The family that makes mochi together, stays together





By Paul Matsushima, Sophie Wang and Craig Ishii; illustrated by Jing Zheng
(Los Angeles: Kizuna, 2016, 40 pp., $17.50, hardcover)

Mochi-lovers, here’s a book you’ll enjoy reading with your children or grandchildren. It shows how mochi was made in the days before there were mochi machines. 

The grandfather in the story dusts off his usu (giant stone bowl in which the rice is pounded) and kine (wooden mallet for pounding rice), which had been stored in the garage for decades. He shows his extended family how to pound the rice and shape it into the familiar round confections. Everyone helps out, and their day of sharing the work brings them closer together; the difficulty of the task helps them appreciate the delicious, fresh mochi.

Grandfather tells his granddaughter, “… Kimi, it doesn’t matter what kind of tools we use to make mochi. It’s about doing it together. My family passed that lesson on to me, and I hope one day you will pass it on to your family, too.”

Zheng’s vivid illustrations of the tools, ingredients, finished product, as well as the family at work are engaging and essential to the story. My favorite picture shows six family members’ grimacing faces as they struggle to lift the usu and carry it out of the garage.  Contrasting the brightly colored pages, Zheng uses a few sepia-tone illustrations to show Grandpa’s memories of pounding mochi as a boy in a World War II incarceration camp.
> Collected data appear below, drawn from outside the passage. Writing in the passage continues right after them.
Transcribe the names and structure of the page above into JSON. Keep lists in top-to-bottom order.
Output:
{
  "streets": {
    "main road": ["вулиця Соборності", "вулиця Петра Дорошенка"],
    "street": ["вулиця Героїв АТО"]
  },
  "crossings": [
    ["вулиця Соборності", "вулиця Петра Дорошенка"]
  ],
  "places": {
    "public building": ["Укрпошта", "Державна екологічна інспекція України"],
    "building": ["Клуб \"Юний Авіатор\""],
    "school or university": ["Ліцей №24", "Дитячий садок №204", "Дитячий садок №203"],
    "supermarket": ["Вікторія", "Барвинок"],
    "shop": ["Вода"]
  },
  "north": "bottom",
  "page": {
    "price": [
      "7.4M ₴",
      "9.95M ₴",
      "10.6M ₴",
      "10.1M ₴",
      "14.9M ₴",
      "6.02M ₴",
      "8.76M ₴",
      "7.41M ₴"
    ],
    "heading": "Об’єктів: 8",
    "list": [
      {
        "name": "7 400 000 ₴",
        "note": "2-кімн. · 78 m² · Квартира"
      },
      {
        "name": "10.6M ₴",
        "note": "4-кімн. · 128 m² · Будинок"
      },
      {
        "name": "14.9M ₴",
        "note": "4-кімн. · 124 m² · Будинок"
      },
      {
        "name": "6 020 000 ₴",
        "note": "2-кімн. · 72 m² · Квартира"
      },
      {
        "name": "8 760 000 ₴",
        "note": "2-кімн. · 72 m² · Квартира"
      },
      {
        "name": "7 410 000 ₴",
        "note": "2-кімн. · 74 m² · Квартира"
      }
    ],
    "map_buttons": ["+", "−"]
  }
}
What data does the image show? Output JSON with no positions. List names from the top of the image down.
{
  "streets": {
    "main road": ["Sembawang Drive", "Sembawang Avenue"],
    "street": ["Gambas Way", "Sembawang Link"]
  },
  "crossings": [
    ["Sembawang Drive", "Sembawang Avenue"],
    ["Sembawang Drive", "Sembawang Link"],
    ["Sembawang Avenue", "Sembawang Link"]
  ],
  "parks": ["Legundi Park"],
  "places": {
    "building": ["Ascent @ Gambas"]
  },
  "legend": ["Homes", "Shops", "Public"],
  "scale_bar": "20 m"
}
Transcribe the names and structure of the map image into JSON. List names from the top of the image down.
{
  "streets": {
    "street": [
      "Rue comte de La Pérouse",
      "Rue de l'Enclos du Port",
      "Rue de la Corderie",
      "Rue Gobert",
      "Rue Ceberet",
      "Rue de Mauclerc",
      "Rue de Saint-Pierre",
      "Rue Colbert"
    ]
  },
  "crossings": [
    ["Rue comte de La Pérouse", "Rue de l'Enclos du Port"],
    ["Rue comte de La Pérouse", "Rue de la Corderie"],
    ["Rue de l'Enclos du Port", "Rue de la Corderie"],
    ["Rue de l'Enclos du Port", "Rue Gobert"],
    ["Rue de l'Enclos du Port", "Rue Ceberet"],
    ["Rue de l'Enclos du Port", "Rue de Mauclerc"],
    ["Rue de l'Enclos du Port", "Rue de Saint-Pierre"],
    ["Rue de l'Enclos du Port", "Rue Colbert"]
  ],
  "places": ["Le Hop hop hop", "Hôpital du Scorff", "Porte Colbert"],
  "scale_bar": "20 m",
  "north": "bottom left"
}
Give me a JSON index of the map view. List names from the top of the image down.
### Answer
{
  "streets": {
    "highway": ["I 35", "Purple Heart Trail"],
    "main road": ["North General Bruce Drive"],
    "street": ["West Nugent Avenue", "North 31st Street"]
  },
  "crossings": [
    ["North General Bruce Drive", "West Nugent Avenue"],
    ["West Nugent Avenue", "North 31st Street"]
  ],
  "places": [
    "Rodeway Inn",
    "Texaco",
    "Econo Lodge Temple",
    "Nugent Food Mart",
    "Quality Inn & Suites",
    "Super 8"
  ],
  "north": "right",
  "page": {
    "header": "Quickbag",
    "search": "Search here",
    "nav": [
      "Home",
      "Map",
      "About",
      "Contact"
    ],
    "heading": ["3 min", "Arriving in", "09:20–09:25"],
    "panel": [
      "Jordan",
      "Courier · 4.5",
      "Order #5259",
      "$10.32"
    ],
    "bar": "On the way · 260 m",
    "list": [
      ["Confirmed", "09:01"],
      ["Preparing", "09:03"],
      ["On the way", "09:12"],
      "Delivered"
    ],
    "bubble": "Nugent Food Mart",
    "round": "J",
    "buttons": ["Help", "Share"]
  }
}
Some churches, Japanese American community groups and Japanese American Citizens League chapters have a mochitsuki to teach the children how mochi is made. My church and JACL chapter hold an annual old-fashioned mochitsuki in Florin, Calif. It’s a popular event in which the whole family can participate. Eating the fresh mochi is a mouthwatering treat. This book would make a timely gift just before mochitsuki in December/January.  I recommend it.